This reveals there are still “transfer failures,” but looking at the log, we see they are simply cases where a transfer would otherwise result in a negative balance, and are thus disallowed by the model.

## Intermezzo: Clojure’s threading gave us a cold sweat

While testing bank transfers, we did see something that looked an awful lot like an anomaly: some transfers appeared to be incomplete, with money retrieved from one account but not deposited on another. That sounded really bad, and we spent a whole weekend investigating.

While looking at the trace of SQL queries arriving at the server nodes, we found something very odd: it appeared as if multiple transfers were occurring in the same transaction. It was as if the network between the clients and the server was messing with the traffic and mixing the streams from multiple clients together.

Obviously, TCP/IP is not that broken and we found the problem eventually: an open JDBC connection was being re-allocated to a new thread while the previous thread that was using it was still running.

How did this happen? We were catching timeouts using Aphyr’s Jepsen macro for reconnects, and we found it to be a little sketchy. In the JVM, threads only check their interrupt status during certain operations, so it is possible for a thread to continue for some time after being interrupted. We fixed this by ensuring the connection is closed and re-opened on each timeout [5].

Notes

[5] It would be possible, if the underlying JDBC driver checks the interruption status in all the right places, for the interrupted thread to rollback its transaction and then acknowledge the interrupt so the connection could be used again, but that’s tricky to get right, and also it is somewhat out of our hands.

## From snapshot isolation to serializable isolation

As said above, CockroachDB also supports serializable isolation, which is one step up from snapshot isolation: transactions must appear to be processed in some order from the perspective of one client. This implies snapshot isolation (transactions cannot observe unfinished work) but also that write skews are not possible: concurrent transactions cannot appear to work starting from the same initial database state, perform disjoint updates, then achieve incompatible database states after they commit.

Aphyr’s pseudo-bank test we were using earlier is insufficient to stress serializable isolation: two transfers involving at least a common bank account would get a write-write conflict, which is already disallowed by snapshot isolation, but that would also prevent write skews without further attention from the database engine.

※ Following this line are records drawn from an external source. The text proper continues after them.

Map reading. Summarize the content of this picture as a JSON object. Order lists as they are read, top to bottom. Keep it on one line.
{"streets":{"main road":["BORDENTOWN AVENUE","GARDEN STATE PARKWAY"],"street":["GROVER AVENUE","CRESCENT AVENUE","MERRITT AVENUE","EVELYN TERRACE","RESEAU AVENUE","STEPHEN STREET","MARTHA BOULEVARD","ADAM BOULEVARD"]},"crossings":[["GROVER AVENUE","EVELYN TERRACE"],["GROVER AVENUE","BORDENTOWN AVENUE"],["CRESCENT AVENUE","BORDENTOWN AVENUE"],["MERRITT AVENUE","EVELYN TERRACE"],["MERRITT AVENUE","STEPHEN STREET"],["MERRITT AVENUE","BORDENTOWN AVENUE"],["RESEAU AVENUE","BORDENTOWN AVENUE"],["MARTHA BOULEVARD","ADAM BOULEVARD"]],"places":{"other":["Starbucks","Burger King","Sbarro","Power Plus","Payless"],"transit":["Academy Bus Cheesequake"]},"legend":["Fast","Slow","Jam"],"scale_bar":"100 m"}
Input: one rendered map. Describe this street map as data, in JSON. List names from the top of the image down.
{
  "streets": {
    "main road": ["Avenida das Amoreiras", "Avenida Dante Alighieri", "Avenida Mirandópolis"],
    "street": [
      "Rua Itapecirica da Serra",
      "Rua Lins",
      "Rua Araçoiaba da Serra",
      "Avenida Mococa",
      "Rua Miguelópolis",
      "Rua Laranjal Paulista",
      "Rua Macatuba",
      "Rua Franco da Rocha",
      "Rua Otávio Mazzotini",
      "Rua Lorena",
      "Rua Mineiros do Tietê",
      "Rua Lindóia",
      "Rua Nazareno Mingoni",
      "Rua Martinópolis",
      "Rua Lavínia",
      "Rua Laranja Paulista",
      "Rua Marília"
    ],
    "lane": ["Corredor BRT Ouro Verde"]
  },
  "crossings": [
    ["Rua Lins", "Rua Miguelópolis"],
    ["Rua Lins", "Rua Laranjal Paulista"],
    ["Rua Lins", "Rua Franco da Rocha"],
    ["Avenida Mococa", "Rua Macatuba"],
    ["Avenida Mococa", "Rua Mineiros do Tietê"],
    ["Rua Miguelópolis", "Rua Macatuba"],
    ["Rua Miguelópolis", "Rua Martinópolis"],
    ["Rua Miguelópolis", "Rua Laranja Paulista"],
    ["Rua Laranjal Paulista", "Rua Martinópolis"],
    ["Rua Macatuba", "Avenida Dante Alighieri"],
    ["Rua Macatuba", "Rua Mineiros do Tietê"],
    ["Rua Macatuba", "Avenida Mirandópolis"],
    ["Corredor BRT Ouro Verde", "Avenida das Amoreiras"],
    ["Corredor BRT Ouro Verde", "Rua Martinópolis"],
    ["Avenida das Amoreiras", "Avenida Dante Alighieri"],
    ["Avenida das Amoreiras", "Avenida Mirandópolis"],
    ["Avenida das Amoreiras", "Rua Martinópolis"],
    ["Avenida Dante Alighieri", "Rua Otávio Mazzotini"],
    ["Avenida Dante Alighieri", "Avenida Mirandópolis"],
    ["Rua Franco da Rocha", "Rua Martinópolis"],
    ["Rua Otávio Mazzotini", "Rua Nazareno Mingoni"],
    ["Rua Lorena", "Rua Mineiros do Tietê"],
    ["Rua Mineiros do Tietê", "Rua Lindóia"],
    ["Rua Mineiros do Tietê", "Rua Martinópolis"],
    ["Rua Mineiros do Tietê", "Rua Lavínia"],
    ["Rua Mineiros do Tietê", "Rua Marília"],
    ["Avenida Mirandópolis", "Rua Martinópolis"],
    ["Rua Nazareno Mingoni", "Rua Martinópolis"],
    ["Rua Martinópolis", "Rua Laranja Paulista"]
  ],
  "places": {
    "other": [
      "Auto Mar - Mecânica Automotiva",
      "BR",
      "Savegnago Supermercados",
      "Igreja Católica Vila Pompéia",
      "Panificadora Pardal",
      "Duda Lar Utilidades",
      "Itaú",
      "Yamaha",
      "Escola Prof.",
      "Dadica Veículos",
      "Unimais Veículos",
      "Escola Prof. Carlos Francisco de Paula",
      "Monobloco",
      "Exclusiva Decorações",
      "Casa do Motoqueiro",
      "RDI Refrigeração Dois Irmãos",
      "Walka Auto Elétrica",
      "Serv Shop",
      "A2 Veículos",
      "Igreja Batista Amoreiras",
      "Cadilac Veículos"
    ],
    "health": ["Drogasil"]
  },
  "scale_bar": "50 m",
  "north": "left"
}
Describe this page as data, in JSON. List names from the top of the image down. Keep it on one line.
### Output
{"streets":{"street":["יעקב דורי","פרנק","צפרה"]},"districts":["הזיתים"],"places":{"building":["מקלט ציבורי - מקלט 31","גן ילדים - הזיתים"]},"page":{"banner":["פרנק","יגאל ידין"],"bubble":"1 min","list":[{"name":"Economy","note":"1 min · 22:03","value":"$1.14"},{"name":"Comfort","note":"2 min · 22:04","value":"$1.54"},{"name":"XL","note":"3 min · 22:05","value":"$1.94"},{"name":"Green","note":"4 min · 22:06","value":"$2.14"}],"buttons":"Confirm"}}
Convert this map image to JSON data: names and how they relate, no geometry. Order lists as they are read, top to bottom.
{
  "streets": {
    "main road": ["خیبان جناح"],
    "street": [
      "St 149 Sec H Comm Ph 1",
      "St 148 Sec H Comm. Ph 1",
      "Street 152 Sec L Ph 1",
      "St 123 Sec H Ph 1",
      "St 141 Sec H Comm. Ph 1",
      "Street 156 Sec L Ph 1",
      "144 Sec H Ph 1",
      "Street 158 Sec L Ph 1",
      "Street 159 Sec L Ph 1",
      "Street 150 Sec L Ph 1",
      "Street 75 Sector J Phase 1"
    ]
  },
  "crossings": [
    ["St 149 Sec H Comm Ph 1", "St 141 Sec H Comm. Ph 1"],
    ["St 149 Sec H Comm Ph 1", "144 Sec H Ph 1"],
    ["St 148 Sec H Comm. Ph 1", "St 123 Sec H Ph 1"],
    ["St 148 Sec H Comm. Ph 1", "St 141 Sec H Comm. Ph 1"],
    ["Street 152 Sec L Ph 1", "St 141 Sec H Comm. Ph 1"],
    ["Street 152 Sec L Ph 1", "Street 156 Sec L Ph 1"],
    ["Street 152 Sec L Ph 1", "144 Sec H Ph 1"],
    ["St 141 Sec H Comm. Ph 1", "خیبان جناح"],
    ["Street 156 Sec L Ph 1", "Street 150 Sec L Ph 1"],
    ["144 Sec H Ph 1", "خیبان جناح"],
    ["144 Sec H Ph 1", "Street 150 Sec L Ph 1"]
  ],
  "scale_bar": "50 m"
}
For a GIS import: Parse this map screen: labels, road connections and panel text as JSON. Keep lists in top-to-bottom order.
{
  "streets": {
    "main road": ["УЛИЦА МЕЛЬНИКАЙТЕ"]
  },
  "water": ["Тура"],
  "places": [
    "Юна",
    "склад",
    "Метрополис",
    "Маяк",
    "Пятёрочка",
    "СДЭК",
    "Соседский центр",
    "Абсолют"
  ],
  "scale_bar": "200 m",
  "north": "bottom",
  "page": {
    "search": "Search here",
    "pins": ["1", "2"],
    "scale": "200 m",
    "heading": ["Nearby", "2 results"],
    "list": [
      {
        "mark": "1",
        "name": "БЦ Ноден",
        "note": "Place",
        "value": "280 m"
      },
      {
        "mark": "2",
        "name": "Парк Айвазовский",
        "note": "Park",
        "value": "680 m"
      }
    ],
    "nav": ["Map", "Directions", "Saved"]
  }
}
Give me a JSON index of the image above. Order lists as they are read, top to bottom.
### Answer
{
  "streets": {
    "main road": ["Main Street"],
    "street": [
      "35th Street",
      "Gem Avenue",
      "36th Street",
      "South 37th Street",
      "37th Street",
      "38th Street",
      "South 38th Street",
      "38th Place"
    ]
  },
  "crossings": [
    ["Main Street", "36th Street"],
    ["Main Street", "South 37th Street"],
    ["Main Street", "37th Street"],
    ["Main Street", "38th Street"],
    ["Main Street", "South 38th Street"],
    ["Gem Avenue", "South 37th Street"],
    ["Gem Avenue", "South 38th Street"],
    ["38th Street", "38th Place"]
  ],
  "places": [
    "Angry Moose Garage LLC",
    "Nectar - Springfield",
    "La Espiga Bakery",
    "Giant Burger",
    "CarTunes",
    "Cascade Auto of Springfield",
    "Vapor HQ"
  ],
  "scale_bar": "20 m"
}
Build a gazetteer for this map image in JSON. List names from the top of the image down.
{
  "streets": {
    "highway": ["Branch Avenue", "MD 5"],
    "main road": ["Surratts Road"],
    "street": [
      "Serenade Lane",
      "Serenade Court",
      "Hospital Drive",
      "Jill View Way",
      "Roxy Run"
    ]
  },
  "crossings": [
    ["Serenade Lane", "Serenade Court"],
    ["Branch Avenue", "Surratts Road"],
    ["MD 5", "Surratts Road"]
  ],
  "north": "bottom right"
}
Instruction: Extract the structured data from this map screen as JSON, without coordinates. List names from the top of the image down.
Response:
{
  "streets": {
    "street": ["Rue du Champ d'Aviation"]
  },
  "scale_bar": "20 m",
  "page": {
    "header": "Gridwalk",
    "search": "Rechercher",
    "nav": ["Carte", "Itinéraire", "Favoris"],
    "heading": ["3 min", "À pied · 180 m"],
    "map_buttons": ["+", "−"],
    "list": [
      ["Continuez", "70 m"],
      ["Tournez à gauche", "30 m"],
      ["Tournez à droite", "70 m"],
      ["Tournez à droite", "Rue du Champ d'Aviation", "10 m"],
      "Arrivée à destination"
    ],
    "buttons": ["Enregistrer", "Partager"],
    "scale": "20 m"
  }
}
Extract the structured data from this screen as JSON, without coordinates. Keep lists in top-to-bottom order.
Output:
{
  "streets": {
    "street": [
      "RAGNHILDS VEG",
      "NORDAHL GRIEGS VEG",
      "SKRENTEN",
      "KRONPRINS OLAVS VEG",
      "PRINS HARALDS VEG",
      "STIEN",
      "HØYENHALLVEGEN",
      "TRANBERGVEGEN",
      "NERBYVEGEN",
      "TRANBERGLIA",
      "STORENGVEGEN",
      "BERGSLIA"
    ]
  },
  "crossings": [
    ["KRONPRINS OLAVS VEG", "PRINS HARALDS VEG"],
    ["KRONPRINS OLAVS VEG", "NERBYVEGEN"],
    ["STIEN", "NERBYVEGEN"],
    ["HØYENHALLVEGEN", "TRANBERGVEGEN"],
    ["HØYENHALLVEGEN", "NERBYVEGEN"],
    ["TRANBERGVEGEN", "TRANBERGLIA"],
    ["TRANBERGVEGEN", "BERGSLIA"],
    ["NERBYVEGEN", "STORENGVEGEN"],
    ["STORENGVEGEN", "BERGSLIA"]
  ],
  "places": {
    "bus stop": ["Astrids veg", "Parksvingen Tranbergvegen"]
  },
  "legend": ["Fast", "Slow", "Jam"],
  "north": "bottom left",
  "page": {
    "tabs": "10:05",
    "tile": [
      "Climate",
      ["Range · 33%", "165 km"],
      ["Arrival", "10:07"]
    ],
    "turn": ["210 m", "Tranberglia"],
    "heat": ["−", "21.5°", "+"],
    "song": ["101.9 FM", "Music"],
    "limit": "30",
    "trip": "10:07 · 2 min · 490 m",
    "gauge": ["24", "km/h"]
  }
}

So we wrote another test. Our monotonic client uses a single table with an int column and initializes it with a single row with the value 0. It then responds to add events by reading the current max of all rows already in the table and adding a new row with the maximum + 1, and to read events by fetching all rows currently in the table. Meanwhile the event generator produces staggered add events during the test and a read event at the end.

If write skews were possible, then some transactions would start from the same current maximum and insert the value of this maximum + 1 twice in the table (disjoint updates). This is not possible if they appear to run one after the other, as required by serializable isolation. So when the test completes, our checker verifies, among other things, that the table doesn’t contain duplicates.

We ran this test in many configurations and didn’t find duplicates. The latency distribution looks like this:

## From serializability to linearizability

Perhaps surprisingly, the order of serializable transactions may appear to be different depending on which client observes it. For example, if a client A creates a user, and then creates a post for that user in successive transactions T1 and T2, it would be possible for client B to see the blog post before the user exists. This is possible because the commit timestamps assigned by the database are acausal.

That’s where serializability differs from linearizability: with linearizability, you observe the same order from all clients.

By default, CockroachDB guarantees serializability in general for transactions, and guarantees linearizability only for special circumstances (technically, for all transactions that touch overlapping sets of nodes).

Side Note: The ACID model does not refer to serializability or linearizability. Why is that? Well, ACID was developed at a time when people were more concerned that transactions not see partial results from other transactions than anything else. Since database engines were mostly sequential, linearizability came for free with serializability, so there was no need to distinguish between them. Today, everything is different, which is why the ACID model is becoming insufficient to talk about distributed databases.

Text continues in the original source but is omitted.